Beautiful! I fear I've missed the season here--they were just starting to bloom a few weeks ago, and I expect they're done by now. And given that I've taken to making cordials and mixers, I was really hoping to catch them in time. There's a restaurant nearby that makes a wonderful elderflower soda. I'd love to be able to make it at home.

My consolation is that (hopefully) I'll be in time for the berries, and will at least be able to make some jelly.

Lovely photos!

Lisa-Marie said...

Elderflower cordial is spectacular stuff.

I have a suggestion to add - if you still have some elderflower, you could make elderflower champagne? It is wonderful!

Bee said...

Tracy -- The elder is a small tree, but it can appear shrub-like . . . especially when found on the side of the road. It grows, with all sorts of other things (beech, hornbeam, bramble) in the hedgerows here. Apparently the wood is fairly useless, but the flowers and berries are highly prized.
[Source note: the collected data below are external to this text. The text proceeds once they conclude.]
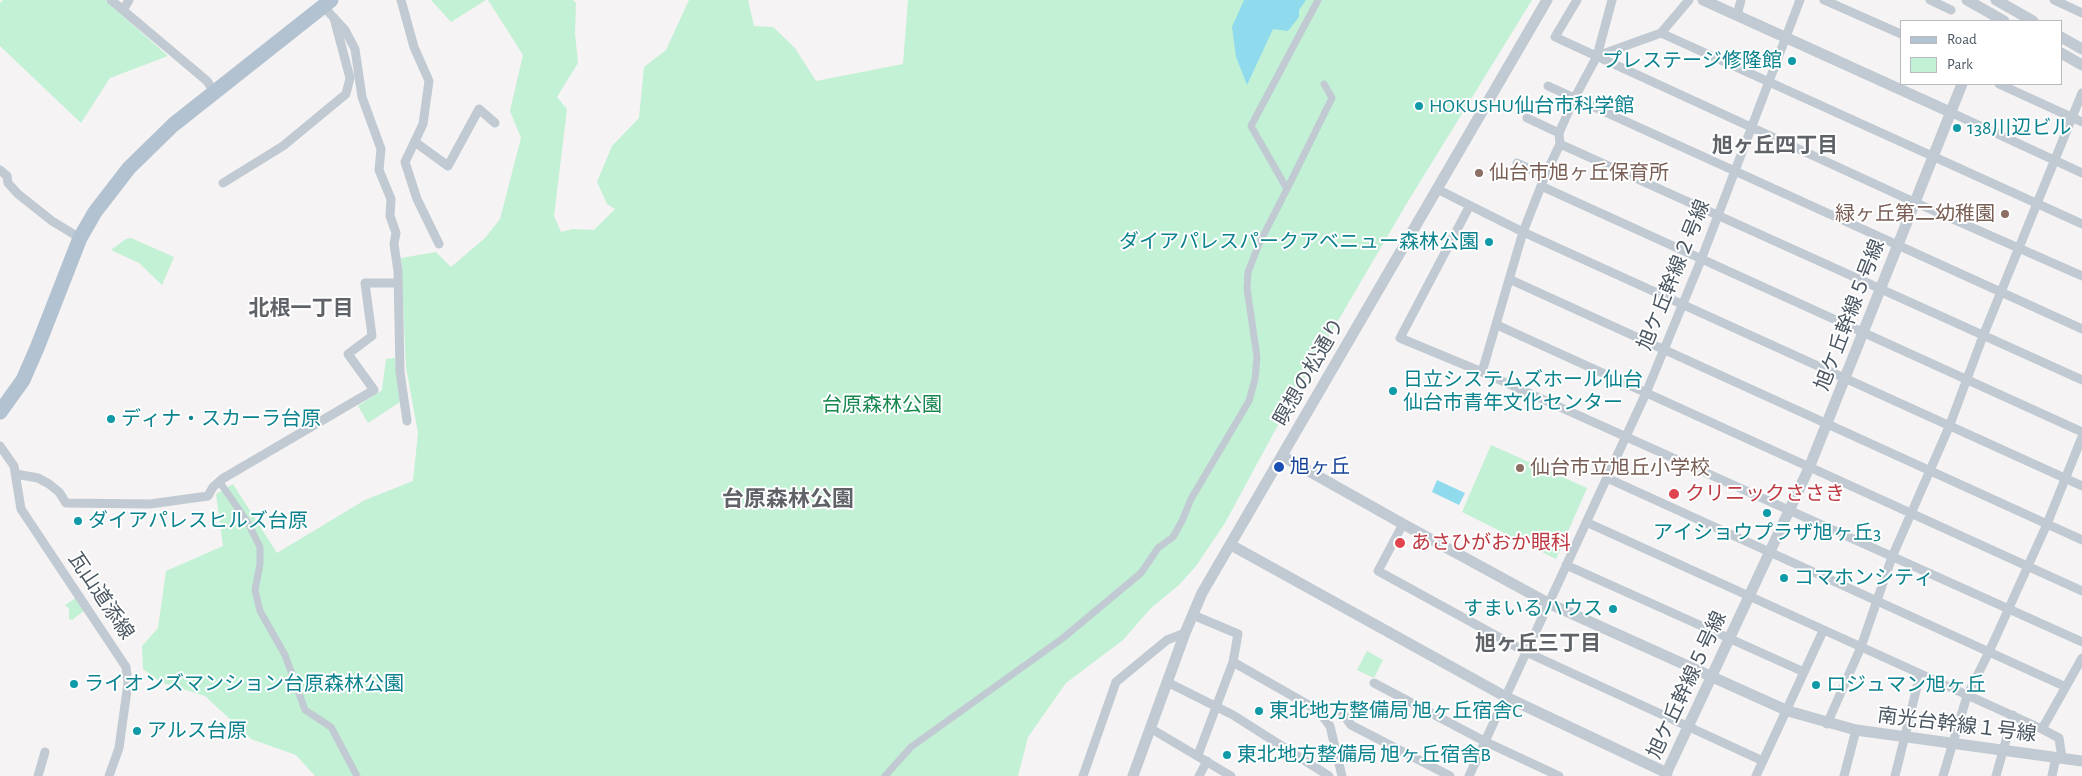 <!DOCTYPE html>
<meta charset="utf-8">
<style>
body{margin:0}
#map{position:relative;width:2082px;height:776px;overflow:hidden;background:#f5f3f3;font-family:"Alegreya Sans",sans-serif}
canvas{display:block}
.legend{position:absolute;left:1900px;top:20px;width:162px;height:65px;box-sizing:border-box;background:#fff;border:1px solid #b7bbc0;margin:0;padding:6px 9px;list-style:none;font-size:15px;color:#4a5661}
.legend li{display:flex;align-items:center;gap:10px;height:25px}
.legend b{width:25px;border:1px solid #b7bbc0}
</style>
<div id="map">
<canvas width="2082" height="776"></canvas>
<ul class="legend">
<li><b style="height:6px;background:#b3c2d1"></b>Road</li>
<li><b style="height:14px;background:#c3f1d5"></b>Park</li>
</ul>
</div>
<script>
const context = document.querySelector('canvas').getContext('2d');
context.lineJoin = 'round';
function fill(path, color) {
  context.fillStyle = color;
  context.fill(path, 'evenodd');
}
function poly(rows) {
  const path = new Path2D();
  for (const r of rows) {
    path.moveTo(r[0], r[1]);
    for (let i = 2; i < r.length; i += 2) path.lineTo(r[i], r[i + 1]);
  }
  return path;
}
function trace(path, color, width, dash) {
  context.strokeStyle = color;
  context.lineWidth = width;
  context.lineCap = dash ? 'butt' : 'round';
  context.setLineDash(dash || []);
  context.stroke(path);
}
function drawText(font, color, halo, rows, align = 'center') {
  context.font = font + ' "Alegreya Sans","Noto Sans JP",sans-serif';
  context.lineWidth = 4;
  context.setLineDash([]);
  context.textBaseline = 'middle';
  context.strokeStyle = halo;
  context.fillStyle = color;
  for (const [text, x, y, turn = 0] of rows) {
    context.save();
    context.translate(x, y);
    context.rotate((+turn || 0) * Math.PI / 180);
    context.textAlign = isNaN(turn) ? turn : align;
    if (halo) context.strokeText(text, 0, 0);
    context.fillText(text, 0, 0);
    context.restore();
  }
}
const green = poly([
 [3,0,105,0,168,56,110,78,81,123,0,46,0,3],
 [431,0,486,0,451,22],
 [488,0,573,0,576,3,575,33,578,63,557,97,567,109,554,216,561,232,573,229,594,230,615,209,607,204,597,182,612,146,639,118,644,67,666,50,689,0,748,0,754,26,773,27,795,48,816,81,903,64,908,0,1532,0,1407,203,1291,401,1225,523,1196,566,1179,585,1151,608,1123,640,1066,683,1028,737,1018,776,315,776,296,755,251,739,205,696,160,682,143,669,142,646,158,628,166,571,223,546,216,494,233,484,277,553,365,500,413,481,418,433,406,367,401,258,436,252,451,267,485,238,500,219,521,138,510,111,523,55],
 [131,238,174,257,162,285,139,263,111,250,126,239],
 [395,358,400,402,368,423,358,406,382,390,386,359],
 [1491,445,1587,488,1556,559,1462,512],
 [77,597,85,610,72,620,69,619,69,609,65,605],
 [1367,651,1383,660,1374,678,1357,670]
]);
const water = poly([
 [1244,0,1306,0,1299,10,1299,17,1288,31,1273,29,1247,85,1236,57,1232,27],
 [1437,480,1465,493,1459,505,1432,492]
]);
const pedestrian = poly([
 [1287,189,1332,98,1324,84],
 [219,481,248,523,260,547,260,564,255,590,260,611,285,655,305,710,331,727,357,776],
 [885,776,911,747,1063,638,1141,573,1158,548,1173,537,1182,521,1191,499,1249,401,1255,379,1257,357,1247,288,1248,272,1259,244,1287,189,1251,126,1318,0]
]);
const minor = poly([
 [111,0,207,81,214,92],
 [401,0,414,47,429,81,423,124,405,162,417,199,439,244],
 [1577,0,1555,37,1914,202,2082,276],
 [1824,0,1901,34],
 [1930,0,1951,10],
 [2054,0,2082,13],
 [123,10,129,0],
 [1737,15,1741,0],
 [334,18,345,30,355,49,362,97,381,149,379,170,391,199,390,216,396,233,394,244,398,271,400,372,407,421],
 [1661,33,2082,224],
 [1597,56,1612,0],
 [1999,84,2082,122],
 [1548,86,2082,329],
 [1950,112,2082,173],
 [1527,118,1559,133],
 [415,142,448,166,479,109,495,123],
 [1560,144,2082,380],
 [1517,163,1545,176],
 [0,170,7,176,8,183,18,194,52,221,80,238],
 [223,183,283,146,346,94,350,78,334,18,323,6],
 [1541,186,2082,432],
 [1437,189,1523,232,2082,486],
 [1469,207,1400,338,1482,372,2082,642],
 [1509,279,2082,540],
 [1497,325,2082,591],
 [1482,372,1523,232,1545,176,1560,144,1559,133,1574,99,1597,56,1661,33,1689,0],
 [0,446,14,466,21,509,126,667,128,683,119,748,109,776],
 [16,474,38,478,49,484,59,492,66,503,150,504,208,496,213,487,222,479,374,390,348,354,372,336,365,283,398,283],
 [1607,478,2066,687],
 [1586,522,2042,729,2059,738,2062,758],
 [1403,524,1378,571,1526,652,1763,761],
 [1566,565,1804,672],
 [1193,615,1238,634,1233,662,1198,755],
 [1233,662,1312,707,1324,718,1330,726,1342,776],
 [1167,682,1233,715,1329,776],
 [1374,683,1486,742,1559,776],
 [1340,710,1351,725,1450,776],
 [1827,724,1861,647,1892,557,1949,427,1983,336,2082,93],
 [1150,728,1231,776],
 [2042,729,2082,658],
 [38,776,45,752],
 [1083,776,1116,682,1167,640,1185,633],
 [1199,776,1207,761],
 [1469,776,1646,393,1701,260,1800,0],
 [1756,776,1823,631],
 [1844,776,1856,730],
 [1895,776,1920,675],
 [1943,776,1967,696,1989,652,2047,524,2082,437],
 [1996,776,2013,715],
 [2052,776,2056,757]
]);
const tertiary = poly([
 [1703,0,1950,112],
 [1967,0,2004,21],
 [1996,0,2033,21],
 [2061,37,2082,49],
 [2061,53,2082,65],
 [1282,456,1403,524,1548,603,1788,711,1856,730,2082,761],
 [1231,545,1506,697,1667,773],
 [1133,776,1185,633,1202,593,1547,0],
 [1665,776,1809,468,1962,84]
]);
const primary = poly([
 [0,412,23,380,37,348,80,238,95,212,129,168,173,125,331,0]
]);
const markers = [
 [1792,61,5,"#0f9aa8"],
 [1419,106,5,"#0f9aa8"],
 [1957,128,5,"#0f9aa8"],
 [1479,173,5,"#8d6e63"],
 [2005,214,5,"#8d6e63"],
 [1489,242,5,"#0f9aa8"],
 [1393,391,5,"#0f9aa8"],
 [111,419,5,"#0f9aa8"],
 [1279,467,6,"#1a4fb4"],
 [1520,468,5,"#8d6e63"],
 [1674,494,6,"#e0444e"],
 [1767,513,5,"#0f9aa8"],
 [78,521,5,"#0f9aa8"],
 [1400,543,6,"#e0444e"],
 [1784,578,5,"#0f9aa8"],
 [1613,609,5,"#0f9aa8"],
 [74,684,5,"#0f9aa8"],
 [1816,685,5,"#0f9aa8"],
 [1259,711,5,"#0f9aa8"],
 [137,731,5,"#0f9aa8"],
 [1227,755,5,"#0f9aa8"]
];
const cultureNames = [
 ["プレステージ修隆館",1782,61,"right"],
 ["HOKUSHU仙台市科学館",1429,106],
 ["138川辺ビル",1967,128],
 ["ダイアパレスパークアベニュー森林公園",1479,242,"right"],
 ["日立システムズホール仙台",1403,380],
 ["仙台市青年文化センター",1403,403],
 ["ディナ・スカーラ台原",121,419],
 ["ダイアパレスヒルズ台原",88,521],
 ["アイショウプラザ旭ヶ丘3",1767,533,"center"],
 ["コマホンシティ",1794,578],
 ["すまいるハウス",1603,609,"right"],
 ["ライオンズマンション台原森林公園",84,684],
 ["ロジュマン旭ヶ丘",1826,685],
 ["東北地方整備局 旭ヶ丘宿舎C",1269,711],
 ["アルス台原",147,731],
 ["東北地方整備局 旭ヶ丘宿舎B",1237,755]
];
const educationNames = [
 ["仙台市旭ヶ丘保育所",1489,173],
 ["緑ヶ丘第二幼稚園",1995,214,"right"],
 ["仙台市立旭丘小学校",1530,468]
];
const streetNames = [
 ["旭ケ丘幹線２号線",1674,275,-68],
 ["旭ケ丘幹線５号線",1850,315,-69],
 ["瞑想の松通り",1309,372,-60],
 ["瓦山道添線",101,596,56],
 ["旭ケ丘幹線５号線",1687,685,-65],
 ["南光台幹線１号線",1957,725,7]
];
const parkNames = [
 ["台原森林公園",882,405]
];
const transitNames = [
 ["旭ヶ丘",1290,467]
];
const healthNames = [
 ["クリニックささき",1685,494],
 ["あさひがおか眼科",1411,543]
];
const neighbourhoodNames = [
 ["旭ヶ丘四丁目",1775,146],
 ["北根一丁目",301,309],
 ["旭ヶ丘三丁目",1538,644]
];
const quarterNames = [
 ["台原森林公園",788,499]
];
fill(green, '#c3f1d5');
fill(water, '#90daee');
trace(pedestrian, '#c1cad2', 7);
trace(minor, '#c1cad2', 9);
trace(tertiary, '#c1cad2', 11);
trace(primary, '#b3c2d1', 15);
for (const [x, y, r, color] of markers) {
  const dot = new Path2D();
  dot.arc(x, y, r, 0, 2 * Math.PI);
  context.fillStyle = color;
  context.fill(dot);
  trace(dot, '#fff', 2);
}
drawText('20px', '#0d838f', '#fff', cultureNames, 'left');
drawText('20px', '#785e54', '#fff', educationNames, 'left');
drawText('20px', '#4a5661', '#fff', streetNames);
drawText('20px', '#17864f', '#fff', parkNames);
drawText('20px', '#164399', '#fff', transitNames, 'left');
drawText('20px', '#be3a42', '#fff', healthNames, 'left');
drawText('bold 21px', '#5f6368', '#fff', neighbourhoodNames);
drawText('bold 22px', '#5f6368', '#fff', quarterNames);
</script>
Anne - I had no idea that you had elder in California. Have you been writing about your cordials and mixers? Must catch up with you!

Lisa-Marie -- Elderflower champagne sounds divine. I will definitely try that.

kristina - no penny for them said...

wonderful! i so want to make some, but most elders have flowered already - it may be too late. must keep my eyes open, a friend mentioned that in some places they are still in bloom!

Anne said...

Surprising, isn't it? I haven't been writing, or taking pictures, but I've been itching to get back into the bloggy groove. Hope to catch up with you soon!